-- Dataset follows --

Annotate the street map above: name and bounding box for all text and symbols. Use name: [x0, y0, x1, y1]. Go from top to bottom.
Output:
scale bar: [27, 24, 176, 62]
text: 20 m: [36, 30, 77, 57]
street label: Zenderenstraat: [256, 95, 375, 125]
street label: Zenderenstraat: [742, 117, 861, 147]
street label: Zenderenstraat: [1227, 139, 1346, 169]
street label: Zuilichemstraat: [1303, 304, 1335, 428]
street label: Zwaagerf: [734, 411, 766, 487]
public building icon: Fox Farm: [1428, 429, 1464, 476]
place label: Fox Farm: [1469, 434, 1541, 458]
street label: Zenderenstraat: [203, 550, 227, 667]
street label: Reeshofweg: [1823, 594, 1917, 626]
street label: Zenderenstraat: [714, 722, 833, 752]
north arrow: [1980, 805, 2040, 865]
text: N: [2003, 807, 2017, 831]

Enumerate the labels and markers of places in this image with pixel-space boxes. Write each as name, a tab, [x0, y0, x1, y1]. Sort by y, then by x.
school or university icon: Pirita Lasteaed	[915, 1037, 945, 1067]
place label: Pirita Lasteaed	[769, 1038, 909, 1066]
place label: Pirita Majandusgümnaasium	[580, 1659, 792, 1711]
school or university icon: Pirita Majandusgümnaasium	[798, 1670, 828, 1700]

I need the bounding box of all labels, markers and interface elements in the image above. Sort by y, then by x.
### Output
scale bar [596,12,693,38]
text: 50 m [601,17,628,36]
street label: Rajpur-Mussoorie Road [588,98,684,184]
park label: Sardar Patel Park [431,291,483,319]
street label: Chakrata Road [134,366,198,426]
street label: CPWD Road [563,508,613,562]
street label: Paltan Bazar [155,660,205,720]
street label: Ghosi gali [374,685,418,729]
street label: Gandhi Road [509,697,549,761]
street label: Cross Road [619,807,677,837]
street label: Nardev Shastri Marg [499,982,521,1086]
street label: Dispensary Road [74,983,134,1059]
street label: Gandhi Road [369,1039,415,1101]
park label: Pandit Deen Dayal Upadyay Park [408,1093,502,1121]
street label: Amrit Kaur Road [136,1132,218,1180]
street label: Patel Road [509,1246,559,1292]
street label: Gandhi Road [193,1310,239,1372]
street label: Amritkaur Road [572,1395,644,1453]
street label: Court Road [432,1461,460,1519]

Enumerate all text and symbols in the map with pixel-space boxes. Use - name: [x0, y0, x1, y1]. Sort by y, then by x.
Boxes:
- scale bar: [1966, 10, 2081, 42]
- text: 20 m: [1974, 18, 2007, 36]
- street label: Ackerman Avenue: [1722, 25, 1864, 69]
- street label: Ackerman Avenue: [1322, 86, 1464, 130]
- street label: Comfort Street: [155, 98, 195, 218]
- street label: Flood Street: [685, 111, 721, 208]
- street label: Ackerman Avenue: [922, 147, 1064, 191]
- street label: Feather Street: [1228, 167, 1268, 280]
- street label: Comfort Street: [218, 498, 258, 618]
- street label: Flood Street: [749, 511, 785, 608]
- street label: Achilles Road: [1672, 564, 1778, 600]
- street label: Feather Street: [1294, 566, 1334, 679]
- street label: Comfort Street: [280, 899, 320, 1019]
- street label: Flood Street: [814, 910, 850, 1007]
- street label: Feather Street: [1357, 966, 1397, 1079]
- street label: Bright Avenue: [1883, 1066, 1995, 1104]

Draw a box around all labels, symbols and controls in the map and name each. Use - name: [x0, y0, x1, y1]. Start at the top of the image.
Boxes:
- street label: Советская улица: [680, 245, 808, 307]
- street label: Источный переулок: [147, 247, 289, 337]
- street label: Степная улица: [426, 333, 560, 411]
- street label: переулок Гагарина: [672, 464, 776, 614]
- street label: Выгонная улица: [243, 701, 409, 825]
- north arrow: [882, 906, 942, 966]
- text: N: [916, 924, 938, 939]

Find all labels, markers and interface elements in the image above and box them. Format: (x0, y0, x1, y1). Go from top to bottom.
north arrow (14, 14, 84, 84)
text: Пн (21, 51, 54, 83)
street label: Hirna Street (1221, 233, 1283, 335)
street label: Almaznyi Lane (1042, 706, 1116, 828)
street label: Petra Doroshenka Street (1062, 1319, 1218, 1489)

-- Dataset concluded --

* [Task directions] Please go through the data above and copy every line that has the word "bounding".

* [Exercise result]
Annotate the street map above: name and bounding box for all text and symbols. Use name: [x0, y0, x1, y1]. Go from top to bottom.
I need the bounding box of all labels, markers and interface elements in the image above. Sort by y, then by x.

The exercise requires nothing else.